Submit your homework within one week until next Monday, 9 a.m.

In [None]:
NAME = ""
EMAIL = ""
USERNAME = ""

---

# Introduction to Data Science
## Lab 13: Prinicipal Component Regression and Partial Least Squares

## Part A - Data preparation

We start this problem sheet with probably the most important step in data science: data preparation.
This time, we are going to investigate a data set that contains baseball data from the (North American) Major League during 1986 and 1987.
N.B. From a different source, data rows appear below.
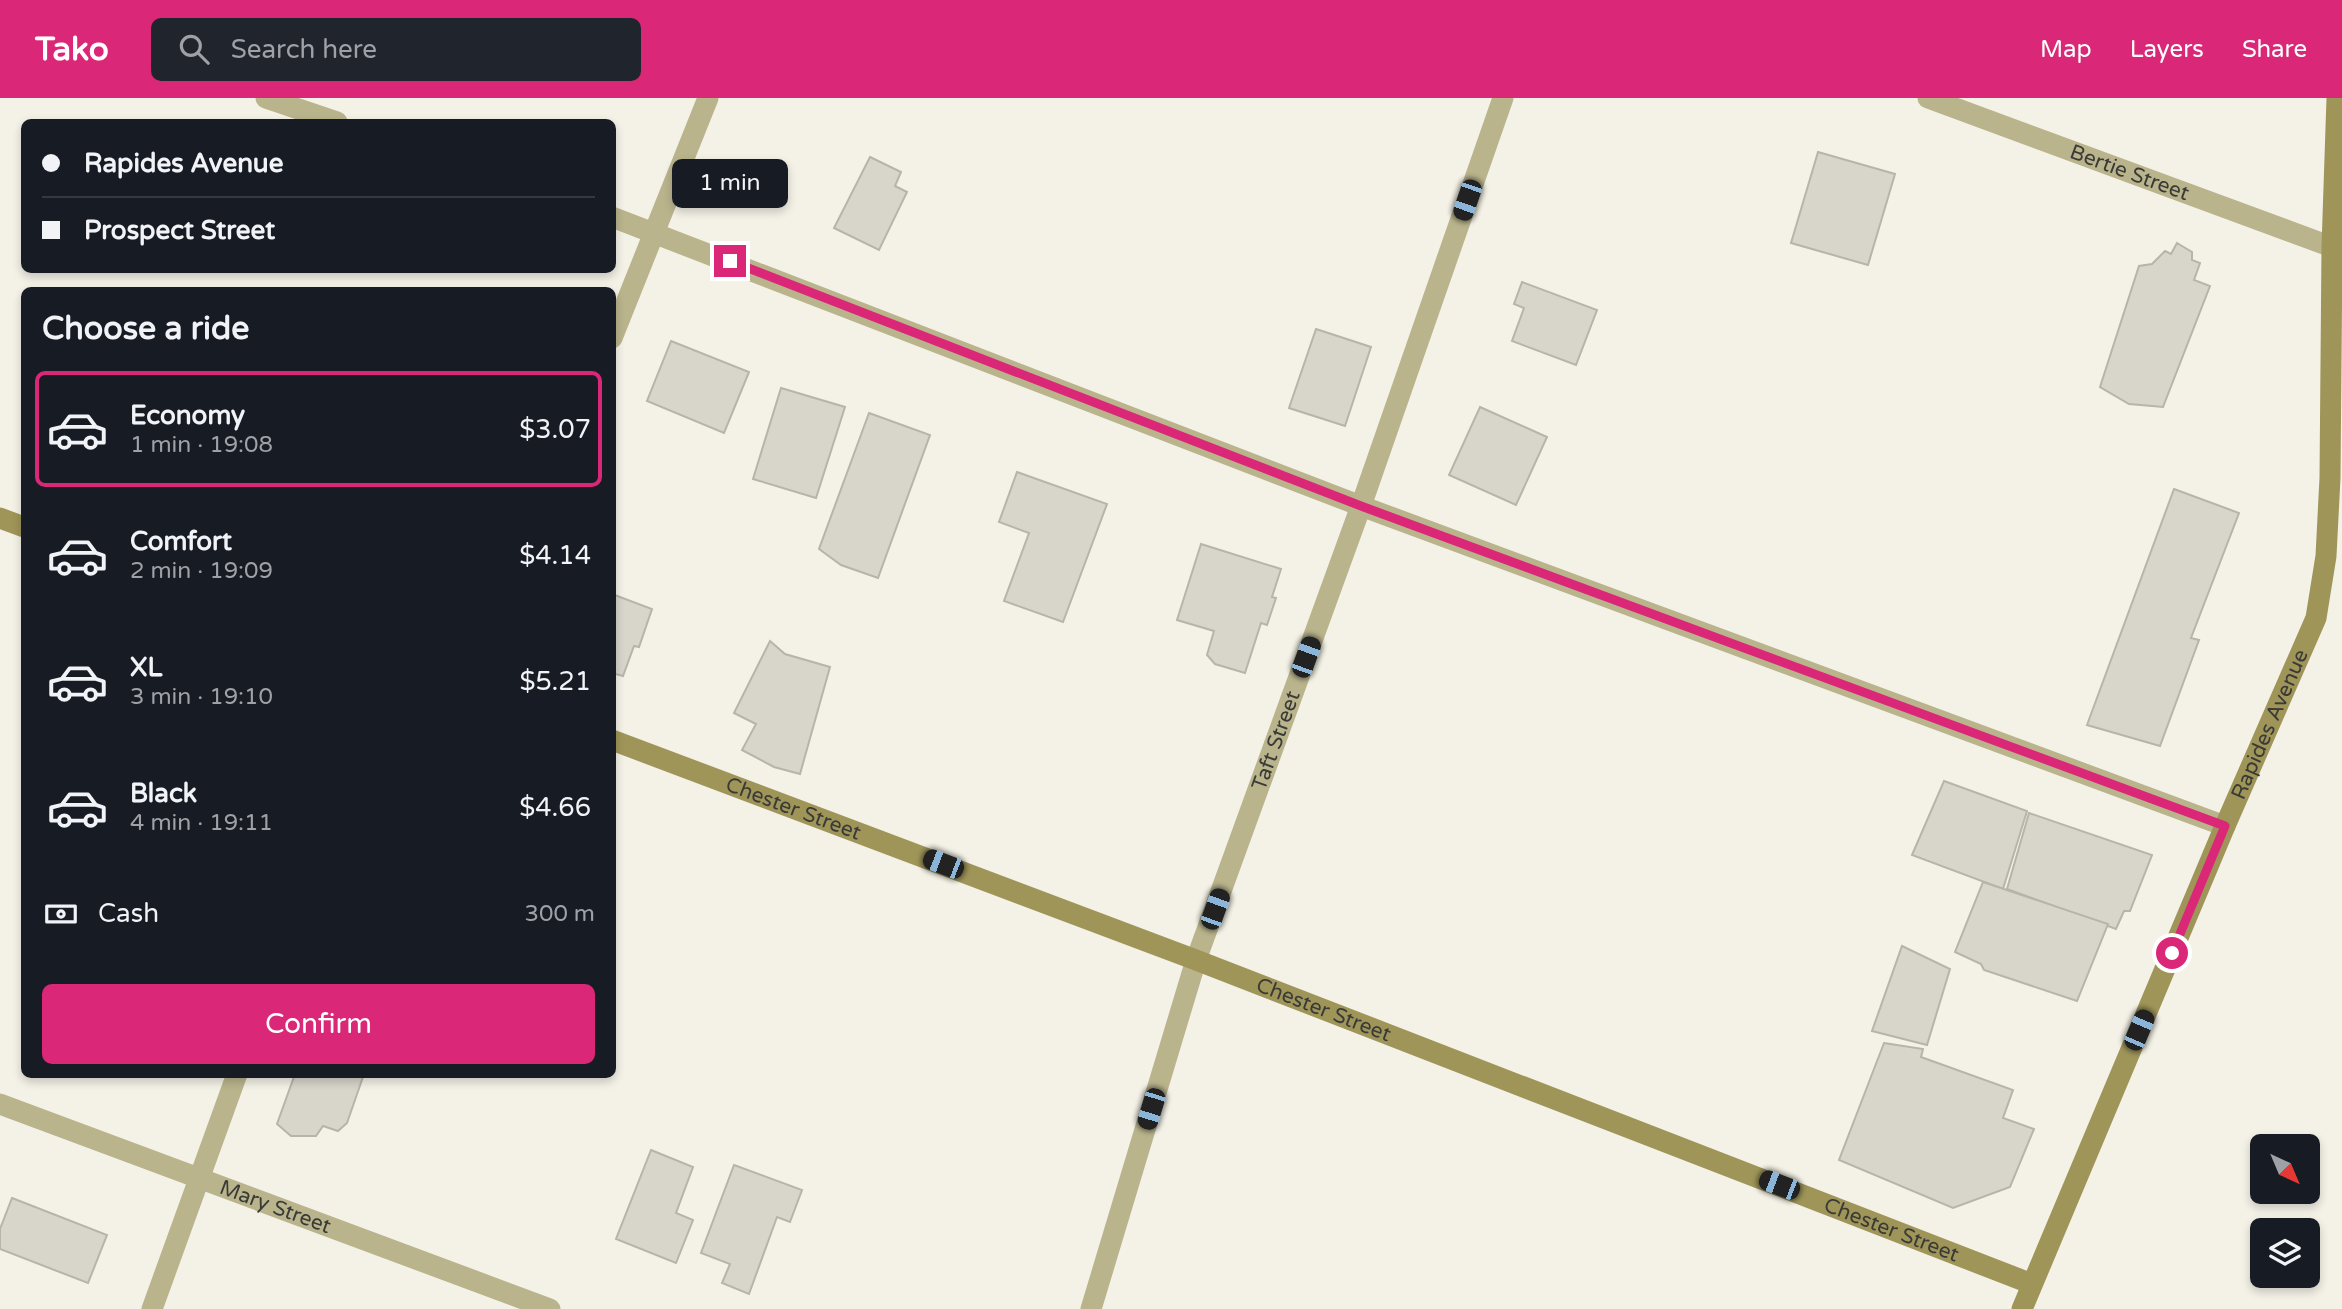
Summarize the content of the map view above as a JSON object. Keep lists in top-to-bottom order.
{
  "streets": {
    "street": [
      "Bertie Street",
      "Rapides Avenue",
      "Taft Street",
      "Chester Street",
      "Mary Street"
    ]
  },
  "crossings": [
    ["Bertie Street", "Rapides Avenue"],
    ["Rapides Avenue", "Chester Street"],
    ["Taft Street", "Chester Street"]
  ],
  "north": "bottom right",
  "page": {
    "header": "Tako",
    "search": "Search here",
    "nav": ["Map", "Layers", "Share"],
    "banner": ["Rapides Avenue", "Prospect Street"],
    "bubble": "1 min",
    "heading": "Choose a ride",
    "list": [
      {
        "name": "Economy",
        "note": "1 min · 19:08",
        "value": "$3.07"
      },
      {
        "name": "Comfort",
        "note": "2 min · 19:09",
        "value": "$4.14"
      },
      {
        "name": "XL",
        "note": "3 min · 19:10",
        "value": "$5.21"
      },
      {
        "name": "Black",
        "note": "4 min · 19:11",
        "value": "$4.66"
      }
    ],
    "pay": ["Cash", "300 m"],
    "buttons": "Confirm"
  }
}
**Task (1 point)**: Import the Hitters data set, available on the class web page and drop all rows containing missing values.

In [None]:
import pandas as pd
import numpy as np

# YOUR CODE HERE
raise NotImplementedError()

In [None]:
assert df.shape == (263, 20)
assert abs(df['Runs'].mean() - 54.745247148288975) < 1e-8

**Task (1 point)**: Identify the three variables containing categorical variables and store their labels in a list `dummy_vars`.

In [None]:
# YOUR CODE HERE
raise NotImplementedError()

In [None]:
assert 'League' in dummy_vars
assert len(dummy_vars) == 3

The pandas function `get_dummies` converts categorical variables into 0-1-dummy variables. This has been discussed in Chapter 3 (slide 112).

**Task (1 point)**: Convert the three categorical variables in the dataset into dummy variables and store them in a new `DataFrame` called `df_dummy`.
Take a look at the new `DataFrame` using the method `head`.

In [None]:
# YOUR CODE HERE
raise NotImplementedError()

In [None]:
assert abs(df_dummy['League_A'].mean() - 0.5285171102661597) < 1e-8
assert df_dummy.shape == (263, 6)

Once you have done this, you should see that there are only two categories in each of the dummy variables.
Thus we should only include one of each into our final data frame.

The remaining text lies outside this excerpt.